RECORDS SUPPLIED »
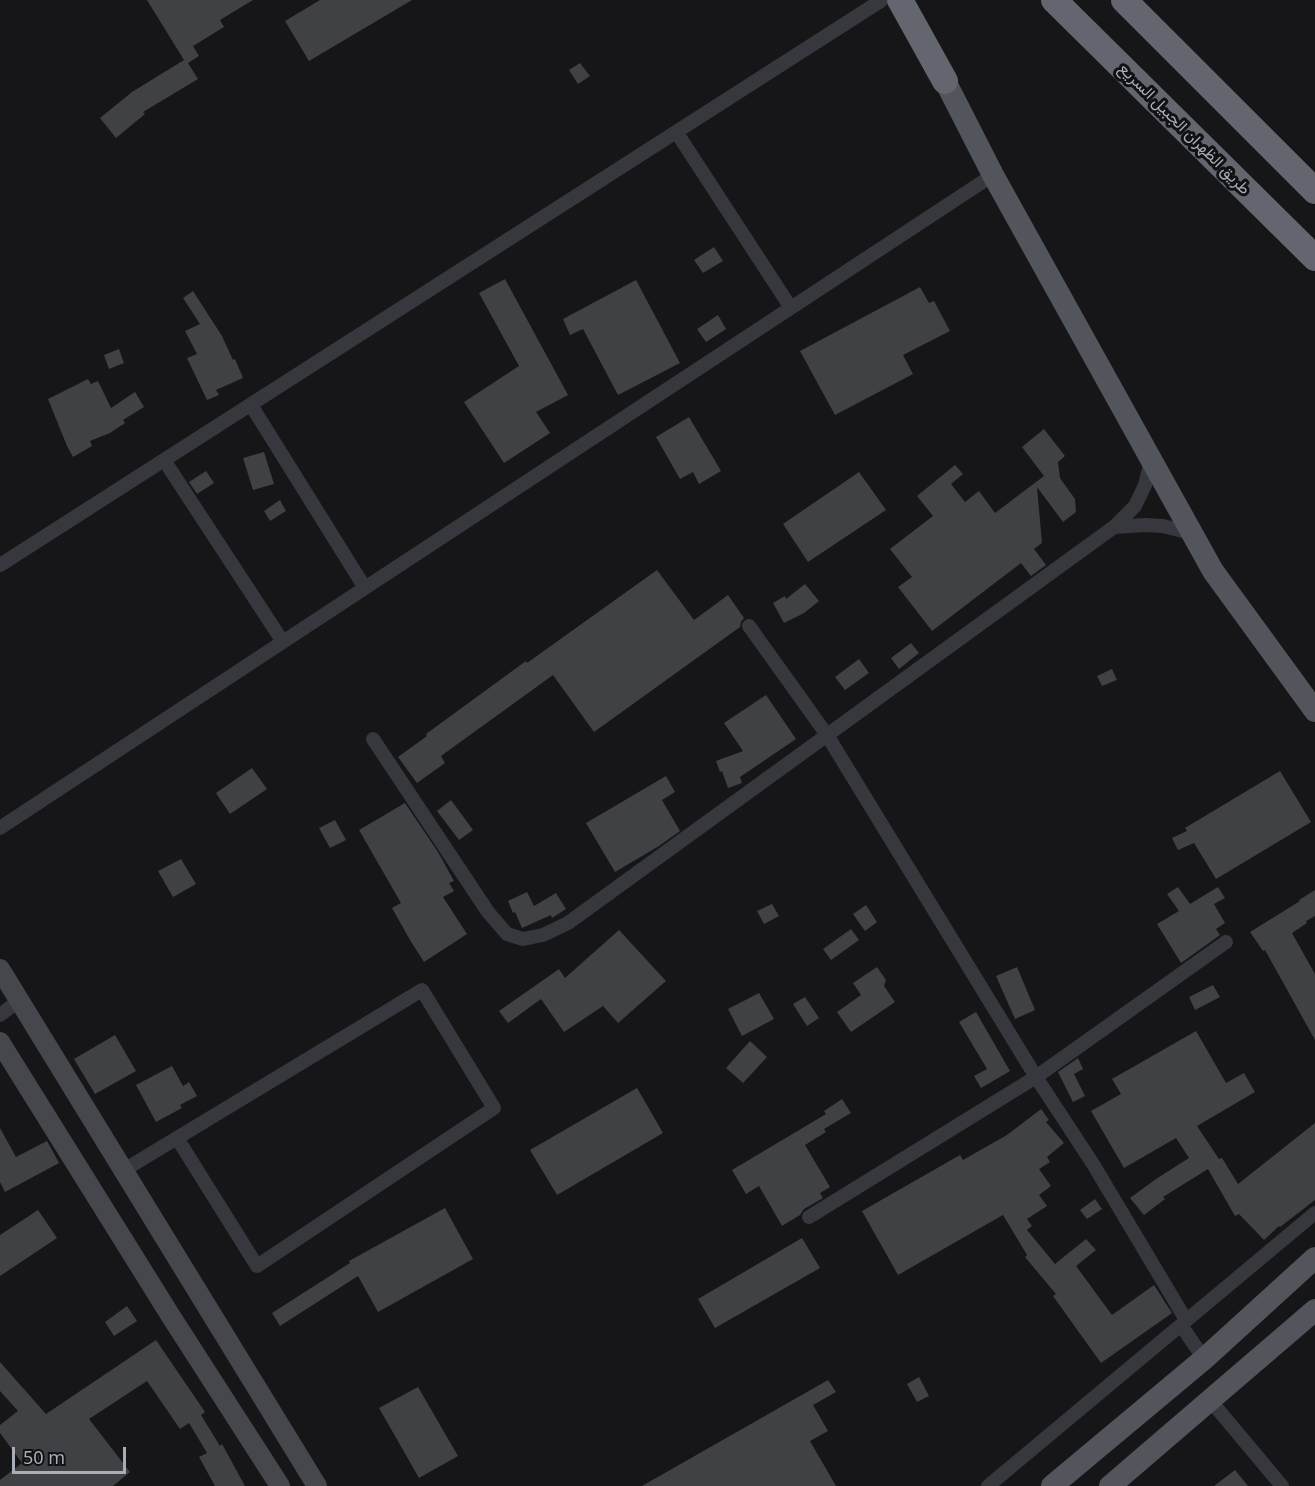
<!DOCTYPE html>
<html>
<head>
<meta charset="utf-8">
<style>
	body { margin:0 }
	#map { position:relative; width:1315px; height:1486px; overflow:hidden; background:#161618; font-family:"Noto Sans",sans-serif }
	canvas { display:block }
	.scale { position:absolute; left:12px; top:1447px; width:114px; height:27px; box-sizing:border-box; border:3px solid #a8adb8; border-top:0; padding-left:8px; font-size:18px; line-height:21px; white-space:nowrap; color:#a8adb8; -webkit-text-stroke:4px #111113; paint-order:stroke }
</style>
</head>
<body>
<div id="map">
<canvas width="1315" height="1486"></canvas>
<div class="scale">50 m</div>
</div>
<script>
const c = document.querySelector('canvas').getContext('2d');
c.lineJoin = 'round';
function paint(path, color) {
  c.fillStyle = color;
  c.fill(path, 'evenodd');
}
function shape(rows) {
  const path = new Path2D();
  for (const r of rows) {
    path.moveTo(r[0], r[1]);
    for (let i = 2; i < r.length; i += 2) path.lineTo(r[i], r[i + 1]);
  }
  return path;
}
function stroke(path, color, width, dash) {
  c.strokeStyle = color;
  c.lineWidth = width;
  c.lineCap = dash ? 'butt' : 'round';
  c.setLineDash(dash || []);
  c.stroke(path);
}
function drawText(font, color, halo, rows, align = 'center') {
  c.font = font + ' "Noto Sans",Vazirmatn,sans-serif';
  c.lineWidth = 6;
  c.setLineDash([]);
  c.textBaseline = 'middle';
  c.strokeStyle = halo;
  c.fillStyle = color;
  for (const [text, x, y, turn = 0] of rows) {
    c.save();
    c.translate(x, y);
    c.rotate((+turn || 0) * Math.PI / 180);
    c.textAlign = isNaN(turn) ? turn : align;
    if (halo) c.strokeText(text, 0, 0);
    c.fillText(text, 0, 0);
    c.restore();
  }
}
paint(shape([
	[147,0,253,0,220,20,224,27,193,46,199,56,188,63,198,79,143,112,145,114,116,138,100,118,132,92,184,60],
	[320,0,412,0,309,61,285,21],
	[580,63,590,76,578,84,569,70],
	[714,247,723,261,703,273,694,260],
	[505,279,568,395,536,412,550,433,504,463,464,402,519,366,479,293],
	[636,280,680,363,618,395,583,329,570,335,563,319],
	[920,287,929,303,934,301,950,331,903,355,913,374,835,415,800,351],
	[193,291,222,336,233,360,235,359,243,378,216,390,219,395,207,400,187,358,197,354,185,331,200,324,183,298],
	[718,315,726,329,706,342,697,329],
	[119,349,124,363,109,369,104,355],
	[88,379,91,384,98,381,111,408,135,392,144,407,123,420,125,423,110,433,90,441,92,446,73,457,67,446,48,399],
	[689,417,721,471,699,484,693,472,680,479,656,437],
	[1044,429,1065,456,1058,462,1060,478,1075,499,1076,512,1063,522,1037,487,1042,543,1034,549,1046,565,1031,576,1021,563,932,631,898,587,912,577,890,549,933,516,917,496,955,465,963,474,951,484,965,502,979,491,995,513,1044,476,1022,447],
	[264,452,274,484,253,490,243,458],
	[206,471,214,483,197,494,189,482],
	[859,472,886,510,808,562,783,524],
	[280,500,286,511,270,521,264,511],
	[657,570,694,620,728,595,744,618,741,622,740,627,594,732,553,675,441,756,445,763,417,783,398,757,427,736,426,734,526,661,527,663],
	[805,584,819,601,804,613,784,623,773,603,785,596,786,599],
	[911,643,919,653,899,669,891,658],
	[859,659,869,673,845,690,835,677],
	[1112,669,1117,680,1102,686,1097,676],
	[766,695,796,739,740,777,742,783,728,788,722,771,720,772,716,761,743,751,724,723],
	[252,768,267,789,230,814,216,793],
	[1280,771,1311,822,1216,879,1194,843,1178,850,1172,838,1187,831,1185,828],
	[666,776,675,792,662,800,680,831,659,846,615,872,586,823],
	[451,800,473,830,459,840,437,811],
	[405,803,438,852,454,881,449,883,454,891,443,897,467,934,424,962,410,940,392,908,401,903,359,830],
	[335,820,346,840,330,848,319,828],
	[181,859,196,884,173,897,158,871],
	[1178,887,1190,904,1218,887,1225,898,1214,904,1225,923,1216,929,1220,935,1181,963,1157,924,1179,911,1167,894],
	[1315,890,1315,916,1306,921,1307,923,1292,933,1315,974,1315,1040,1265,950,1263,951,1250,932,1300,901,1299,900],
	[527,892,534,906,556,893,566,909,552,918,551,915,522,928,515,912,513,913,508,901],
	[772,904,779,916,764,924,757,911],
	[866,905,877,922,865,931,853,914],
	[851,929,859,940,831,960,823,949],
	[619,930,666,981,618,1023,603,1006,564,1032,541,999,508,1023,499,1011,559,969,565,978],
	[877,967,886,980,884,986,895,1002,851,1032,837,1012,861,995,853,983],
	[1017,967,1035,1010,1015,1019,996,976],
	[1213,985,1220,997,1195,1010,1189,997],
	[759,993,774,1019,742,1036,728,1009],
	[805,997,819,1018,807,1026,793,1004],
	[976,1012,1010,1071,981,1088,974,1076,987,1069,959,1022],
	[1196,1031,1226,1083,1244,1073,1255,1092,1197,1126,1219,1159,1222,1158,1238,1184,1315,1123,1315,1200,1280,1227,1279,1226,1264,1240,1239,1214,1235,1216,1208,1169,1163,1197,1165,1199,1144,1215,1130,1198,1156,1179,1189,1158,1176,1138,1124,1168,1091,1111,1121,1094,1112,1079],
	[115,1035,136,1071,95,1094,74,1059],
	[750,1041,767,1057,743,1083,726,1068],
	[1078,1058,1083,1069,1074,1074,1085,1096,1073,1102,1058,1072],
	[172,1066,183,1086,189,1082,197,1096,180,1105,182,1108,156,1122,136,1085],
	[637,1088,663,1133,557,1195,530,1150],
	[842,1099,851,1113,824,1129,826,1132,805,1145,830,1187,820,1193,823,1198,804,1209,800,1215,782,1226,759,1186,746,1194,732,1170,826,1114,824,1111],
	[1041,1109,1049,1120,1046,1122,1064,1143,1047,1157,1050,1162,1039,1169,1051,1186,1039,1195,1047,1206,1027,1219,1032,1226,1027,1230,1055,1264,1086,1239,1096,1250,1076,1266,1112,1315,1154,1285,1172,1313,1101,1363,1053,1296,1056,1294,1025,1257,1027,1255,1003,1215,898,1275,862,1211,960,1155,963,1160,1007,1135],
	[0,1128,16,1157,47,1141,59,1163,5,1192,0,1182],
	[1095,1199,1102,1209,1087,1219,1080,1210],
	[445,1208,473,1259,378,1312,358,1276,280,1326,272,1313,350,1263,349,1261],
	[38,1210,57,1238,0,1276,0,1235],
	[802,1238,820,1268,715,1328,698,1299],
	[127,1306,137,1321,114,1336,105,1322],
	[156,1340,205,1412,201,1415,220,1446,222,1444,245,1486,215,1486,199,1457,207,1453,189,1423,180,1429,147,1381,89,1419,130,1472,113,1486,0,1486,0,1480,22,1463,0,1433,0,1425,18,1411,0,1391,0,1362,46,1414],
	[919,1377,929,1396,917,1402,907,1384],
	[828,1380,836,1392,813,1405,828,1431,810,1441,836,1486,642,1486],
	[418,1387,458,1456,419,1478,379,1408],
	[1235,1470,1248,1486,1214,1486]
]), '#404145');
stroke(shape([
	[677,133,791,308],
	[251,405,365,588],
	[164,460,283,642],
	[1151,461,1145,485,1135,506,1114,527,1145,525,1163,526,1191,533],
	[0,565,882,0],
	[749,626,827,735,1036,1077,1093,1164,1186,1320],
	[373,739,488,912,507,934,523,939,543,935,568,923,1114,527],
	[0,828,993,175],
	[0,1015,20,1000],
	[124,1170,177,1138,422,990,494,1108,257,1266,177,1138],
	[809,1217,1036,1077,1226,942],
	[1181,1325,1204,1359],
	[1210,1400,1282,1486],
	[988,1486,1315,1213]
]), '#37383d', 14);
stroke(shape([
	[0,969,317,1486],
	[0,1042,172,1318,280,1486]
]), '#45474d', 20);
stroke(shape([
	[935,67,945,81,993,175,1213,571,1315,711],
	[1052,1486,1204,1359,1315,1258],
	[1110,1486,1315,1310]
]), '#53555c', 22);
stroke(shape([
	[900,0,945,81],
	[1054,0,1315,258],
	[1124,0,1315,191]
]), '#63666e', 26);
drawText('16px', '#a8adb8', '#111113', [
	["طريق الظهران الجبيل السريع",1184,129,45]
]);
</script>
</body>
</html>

TASK OBJECTIVE » Only lines holding the word "strokeStyle" are wanted; copy each one from the listing.

OUTPUT BELOW »
  c.strokeStyle = color;
  c.strokeStyle = halo;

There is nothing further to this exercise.